Professor of Strategy and Entrepreneurship
London Business School

Chief Story Teller

What do CEOs really do? Stevie Spring, CEO of Future Plc (the magazine publisher), recently expressed it to me in the following way: “I am not really the Chief Executive; I am the Chief Story Teller”. What (on earth) did she mean with that?

What really is an organisation? Well, it is a group of people – sometimes a rather large group of people – (supposedly) working towards a common goal. This goal may simply be profit, but it certainly helps if we have a common idea of what we’re trying to do in order to make a profit. Hence, it is about setting a clear strategic direction.
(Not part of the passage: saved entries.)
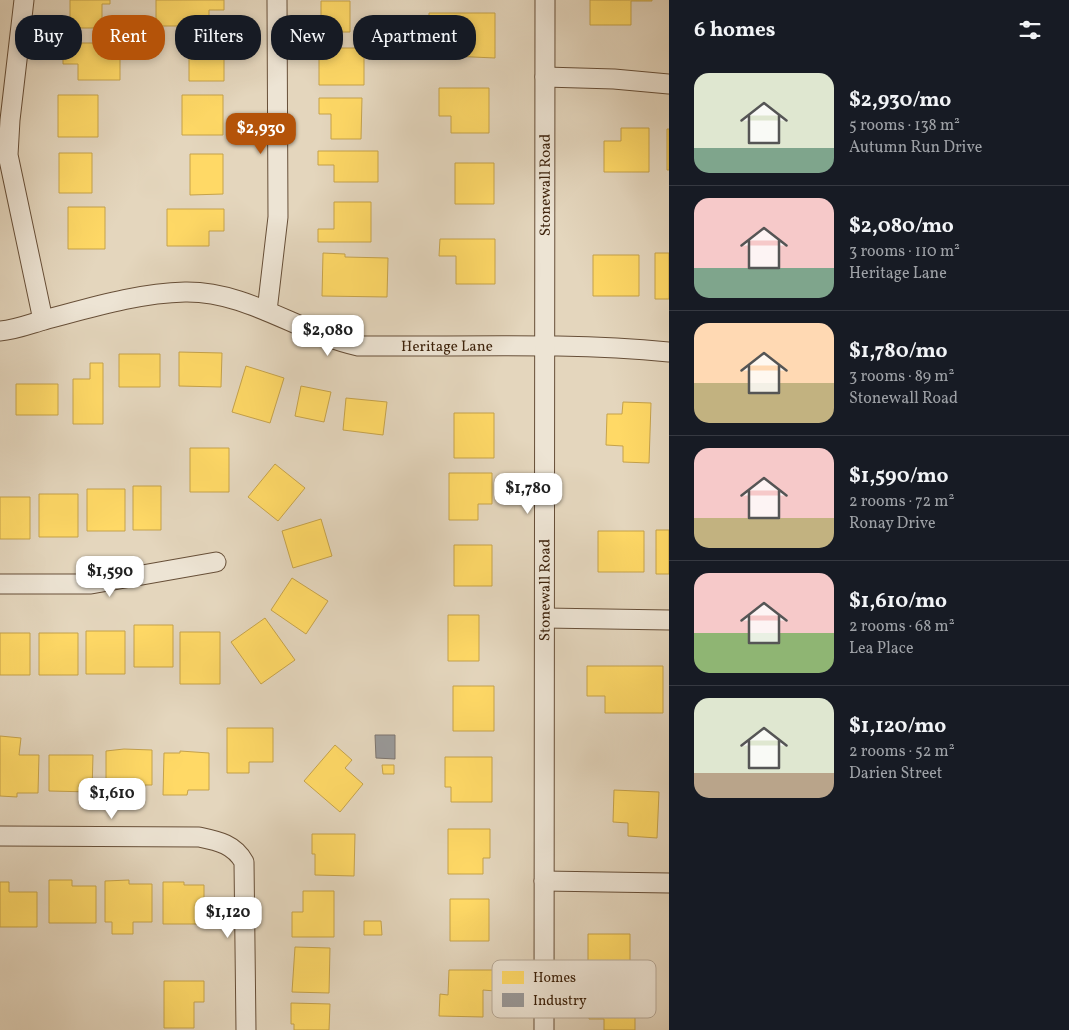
<!DOCTYPE html>
<html lang="en">
<head>
<meta charset="utf-8">
<style>
  :root { --surface:#171b24; --page:#242831; --text:#f1f3f6; --muted:#9ea1a6; --line:#363941; --accent:#b45309 }
  body { margin:0; font-family:Vollkorn,serif; background:var(--page); color:var(--text); height:100vh; display:flex; flex-direction:column; font-size:19px; white-space:nowrap }
  * { box-sizing:border-box; margin:0 }
  p { font-size:16px; color:var(--muted) }
  .icon { flex:none; width:28px; height:28px; fill:none; stroke:currentColor; stroke-width:2; stroke-linecap:round; stroke-linejoin:round }
  .map { position:relative; flex:1; overflow:hidden }
  .sheet { display:flex; flex-direction:column; background:var(--surface); width:400px }
  .sheet>* { flex:none }
  .top-card { position:absolute; left:15px; top:15px; width:475px; height:45px; display:flex; gap:10px }
  .price { position:absolute; translate:-50% -42px; padding:0 11px; border-radius:10px; background:#fff; color:#222; font-size:16px; line-height:32px; filter:drop-shadow(0 1px 2px #0008) }
  .price::after { content:''; position:absolute; left:50%; top:30px; width:15px; height:11px; margin-left:-8px; background:inherit; clip-path:polygon(0 0,100% 0,50% 100%) }
  .price.selected { background:var(--accent); color:#fff }
  ul { padding:0; list-style:none }
  li { display:flex; align-items:center; gap:15px; height:125px; padding:0 25px }
  li+li { border-top:1px solid var(--line) }
  li span { display:grid; place-items:center; flex:none; width:140px; height:100px; border-radius:15px; color:#555 }
  li>.icon { margin-inline-start:auto }
  span .icon { width:60px; height:60px; fill:#fffc; stroke-width:1 }
  li b { font-size:21px }
  h2 { display:flex; justify-content:space-between; align-items:center; height:60px; padding:0 25px; font-size:21px }
  .chip { padding:0 18px; border-radius:20px; background:var(--surface); box-shadow:0 2px 8px #0003; font-size:18px; line-height:45px }
  .chip.selected { background:var(--accent); color:#fff }
  main { display:flex; flex:1; min-height:0 }
  .map>svg:first-child { display:block }
  .homes { fill:#ffd966; stroke:#c5a24b }
  .industry { fill:#999; stroke:#7d756e }
  .lines { fill:none; stroke-linecap:round; stroke-linejoin:round }
  .minor-casing { stroke:#674f38; stroke-width:21 }
  .minor { stroke:#ede4d4; stroke-width:19 }
  .labels { text-anchor:middle; stroke-width:5; stroke-linejoin:round; paint-order:stroke }
  .street-label { font-size:15px; fill:#3d220b; stroke:#ede4d4 }
  .key { fill:#ede4d4; stroke:#b8aa98; stroke-width:1 }
  .key-label { font-size:14px; fill:#3d220b }
</style>
</head>
<body>
<main>
<div class="map">
<svg width="669" height="1030" viewBox="0 0 669 1030">
  <rect width="100%" height="100%" fill="#e4d6bd"/>
  <filter id="stains"><feTurbulence type="fractalNoise" baseFrequency=".004" numOctaves="4"/><feColorMatrix values="0 0 0 0 .2 0 0 0 0 .09 0 0 0 0 .02 0 0 0 .5 -.17"/></filter>
  <radialGradient id="worn" r=".72"><stop offset=".6" stop-color="#630" stop-opacity="0"/><stop offset="1" stop-color="#630" stop-opacity=".3"/></radialGradient>
  <path class="homes" d="M70,0h40v4h-8v24h-32z
    M156,0h68v10h-15v16h-53z
    M590,0h62v1h-21v24h-41z
    M321,1h29v31h-29z
    M429,13h66v45l-66,-3z
    M189,42h35v39h-35z
    M63,43h57v37h-42v-16h-15z
    M319,48h45v37h-45z
    M439,88h50v45h-38v-17h-12z
    M58,95h40v42h-40z
    M182,95h41v40h-41z
    M319,98h43l-1,41h-30v-25h-12z
    M621,128h28v44h-45v-31h17z
    M667,129h2v41h-2z
    M318,151h60v31h-44v-17h-16z
    M59,153h33v40h-33z
    M190,154h33v40l-33,1z
    M455,163h39v41h-39z
    M334,202h37v40h-53v-13h16z
    M68,207h37v42h-37z
    M167,209h57v22h-15v15h-42z
    M440,239h55v45h-39v-28h-17z
    M323,253l22,1v3l43,1 -1,39 -65,-1z
    M655,253h14v46h-14z
    M593,255h46v41h-46z
    M179,352l43,1 -1,34 -42,-1z
    M119,354h41v33h-41z
    M90,363h13v61h-30v-45h17z
    M246,366l38,12 -14,45 -38,-11z
    M16,384h42v31h-42z
    M301,386l30,6 -7,30 -29,-6z
    M346,398l41,4 -4,33 -40,-5z
    M623,402l28,1 -2,60 -26,-1v-16l-17,-1 1,-31h15z
    M454,413h40v45h-40z
    M190,448h39v44h-39z
    M275,464l30,24 -27,33 -30,-24z
    M449,473h43v31h-14v16h-29z
    M133,486h28v44h-28z
    M87,489h38v42h-38z
    M39,494h39v43h-39z
    M0,497h30v42h-30z
    M321,519l11,37 -39,12 -11,-37z
    M656,530h13v44h-13z
    M598,531h46v41h-46z
    M454,545h38v41h-38z
    M292,578l36,23 -22,33 -35,-24z
    M448,615h31v46h-31z
    M265,618l30,42 -34,24 -30,-42z
    M134,625h39v42h-39z
    M86,631h39v43h-39z
    M180,632h40v52h-40z
    M0,633h30v42h-30z
    M39,633h39v42h-39z
    M587,666h76v47h-58v-17h-18z
    M453,686h41v45h-41z
    M227,728h46v34h-24v11h-22z
    M0,736l21,2 -2,17h20l-1,38h-21v4l-17,-1z
    M335,745l17,15 -7,8 18,16 -23,28 -36,-31z
    M124,749l28,1v35h-28v10h-18v-44z
    M180,751l29,2v37h-21l-1,5h-24l1,-42h16z
    M49,755h44l-1,37 -43,-1z
    M445,757h47v45h-41v-15h-6z
    M382,765h12v9h-11z
    M614,790l45,2 -2,46 -29,-2v-13l-15,-1z
    M448,829h42v29h-7v16h-35z
    M312,834h43l-1,42 -39,-1v-21h-3z
    M49,880h23v6h24v37h-47z
    M129,880v4h23v38h-19v12h-21v-12h-7v-41z
    M0,882h9v10h28v35h-37z
    M163,882h21v3h20v39h-41z
    M303,891h31v46h-42v-25h11z
    M450,899h39v42h-39z
    M364,921h17l1,14h-18z
    M588,934h42v42h-42z
    M295,947l35,1 -1,45 -37,-1z
    M449,970h46v21l-12,-1v27l-44,-1 1,-22 8,1z
    M164,981h40v21h-10v26h-30z
    M589,988h46v42h-31v-11h-15z
    M291,1003l39,1 -1,26h-35v-6h-3z"/>
  <path class="industry" d="M375,735h20v24l-19,-1z"/>
  <g class="lines">
    <defs>
      <g id="minor">
        <path d="M24,0l-14,120 -2,35 35,165"/>
        <path d="M545,77l69,2 55,5"/>
        <path d="M267,311l11,-94 -1,-217"/>
        <path id="s1" d="M0,331c15,-1 30,-7 44,-11 46,-12 94,-27 141,-28 63,-1 114,41 173,54 103,1 208,-4 311,6"/>
        <path d="M0,584h91l125,-22"/>
        <path d="M545,618l124,2"/>
        <path d="M0,836l199,1c19,4 35,7 45,25l2,168"/>
        <path d="M544,881l125,2"/>
        <path id="s2" d="M544,1030l1,-1030"/>
      </g>
    </defs>
    <use href="#minor" class="minor-casing"/>
    <use href="#minor" class="minor"/>
  </g>
  <g class="labels">
    <g class="street-label">
      <text dy="5" stroke="none"><textPath href="#s2" startOffset="845">Stonewall Road</textPath></text>
      <text dy="5" stroke="none"><textPath href="#s1" startOffset="461">Heritage Lane</textPath></text>
      <text dy="5" stroke="none"><textPath href="#s2" startOffset="440">Stonewall Road</textPath></text>
    </g>
  </g>
  <rect x="492" y="960" width="164" height="58" rx="8" class="key"/>
  <rect x="502" y="971" width="22" height="13" fill="#ffd966"/>
  <rect x="502" y="993" width="22" height="14" fill="#999"/>
  <g class="key-label">
    <text x="533" y="982">Homes</text>
    <text x="533" y="1005">Industry</text>
  </g>
  <rect width="100%" height="100%" filter="url(#stains)"/>
  <rect width="100%" height="100%" fill="url(#worn)"/>
</svg>
<b class="price selected" style="left:261px;top:155px">$2,930</b>
<b class="price" style="left:328px;top:357px">$2,080</b>
<b class="price" style="left:528px;top:515px">$1,780</b>
<b class="price" style="left:110px;top:598px">$1,590</b>
<b class="price" style="left:112px;top:820px">$1,610</b>
<b class="price" style="left:228px;top:939px">$1,120</b>
<div class="top-card">
<a class="chip">Buy</a>
<a class="chip selected">Rent</a>
<a class="chip">Filters</a>
<a class="chip">New</a>
<a class="chip">Apartment</a>
</div>
</div>
<section class="sheet">
<h2>6 homes<svg class="icon" aria-label="filters" viewBox="0 0 24 24"><path d="M4 7h16M4 17h16"/><circle cx="9" cy="7" r="2"/><circle cx="15" cy="17" r="2"/></svg></h2>
<ul>
<li><span style="background:linear-gradient(#dfe7d0 75%,#7fa58c 0)"><svg class="icon" aria-label="home" viewBox="0 0 24 24"><path d="M3 11l9-7 9 7M6 9v11h12V9"/></svg></span><div><b>$2,930/mo</b><p>5 rooms · 138 m²</p><p>Autumn Run Drive</p></div></li>
<li><span style="background:linear-gradient(#f6c9c9 70%,#7fa58c 0)"><svg class="icon" aria-label="home" viewBox="0 0 24 24"><path d="M3 11l9-7 9 7M6 9v11h12V9"/></svg></span><div><b>$2,080/mo</b><p>3 rooms · 110 m²</p><p>Heritage Lane</p></div></li>
<li><span style="background:linear-gradient(#ffd9b3 60%,#c2b280 0)"><svg class="icon" aria-label="home" viewBox="0 0 24 24"><path d="M3 11l9-7 9 7M6 9v11h12V9"/></svg></span><div><b>$1,780/mo</b><p>3 rooms · 89 m²</p><p>Stonewall Road</p></div></li>
<li><span style="background:linear-gradient(#f6c9c9 70%,#c2b280 0)"><svg class="icon" aria-label="home" viewBox="0 0 24 24"><path d="M3 11l9-7 9 7M6 9v11h12V9"/></svg></span><div><b>$1,590/mo</b><p>2 rooms · 72 m²</p><p>Ronay Drive</p></div></li>
<li><span style="background:linear-gradient(#f6c9c9 60%,#8fb573 0)"><svg class="icon" aria-label="home" viewBox="0 0 24 24"><path d="M3 11l9-7 9 7M6 9v11h12V9"/></svg></span><div><b>$1,610/mo</b><p>2 rooms · 68 m²</p><p>Lea Place</p></div></li>
<li><span style="background:linear-gradient(#dfe7d0 75%,#b9a48a 0)"><svg class="icon" aria-label="home" viewBox="0 0 24 24"><path d="M3 11l9-7 9 7M6 9v11h12V9"/></svg></span><div><b>$1,120/mo</b><p>2 rooms · 52 m²</p><p>Darien Street</p></div></li>
</ul>
</section>
</main>
</body>
</html>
A clear strategic direction is not a 40-page document outlining a firm’s strategy – that’s a drawer-filler. It is a concise set of choices that determines what we do and don’t do. For example, for Future it’s something like “special interest, English-language magazines for young males, possibly with spill-overs on-line and in terms of events”. Hence, they would for instance do a magazine on “guitar rock” but not on “music” (as that is not focused enough to be considered a special interest); they would do such a magazine in the US but not in German (then they might license it); they would cover motorcycle racing, or Xbox or wind-surfing, but not knitting (unless, without me realising it, knitting has recently had a popularity surge in the community of 20-something old males). Thus, it determines what you do, but it also determines what you don’t do, because it doesn’t fit your expertise and capabilities.

And Stevie Spring tells that story – over and over again – to a variety of constituents: to analysts and fund managers, board of directors, employees, customers and even the occasional business school professor.

Good CEOs have a story. Tony Cohen of Fremantle Media says they want television productions to which they own the rights, with spin-offs in other areas (e.g. on-line), which are replicable in different countries – simple and focused. Alistair Spalding of Sadler’s Wells theatre wants to be involved actively in producing a broad array of cutting-edge modern dance, aimed at a London audience. Frank Martin of Hornby wants to produce near-perfect scale models of model trains (and Scalextric race tracks) for collectors and hobbyist, which appeal to some feeling of nostalgia. Their stories are clear and simple; employees, investors and customers alike can understand and believe in them.

Is being able to tell a convincing story enough for a good strategy? I guess not – for instance, I remember a Goldman Sachs analyst writing about Enron in October 2001 (weeks before its bankruptcy) “Enron is still the best of the best. We recently spoke with most of top management; our confidence level is high.”

However, it certainly helps. When you have a lousy strategy, without much focus or logic to it, it will be hard to come up with a coherent and convincing story. And it’s a good story that makes people want to invest in you, that carries the day when you need your board’s support (e.g. when making tough choices what to divest or invest in), and what helps your employees see their task and decisions in light of the company’s overall direction. It’s the strength of the story, which makes the CEO.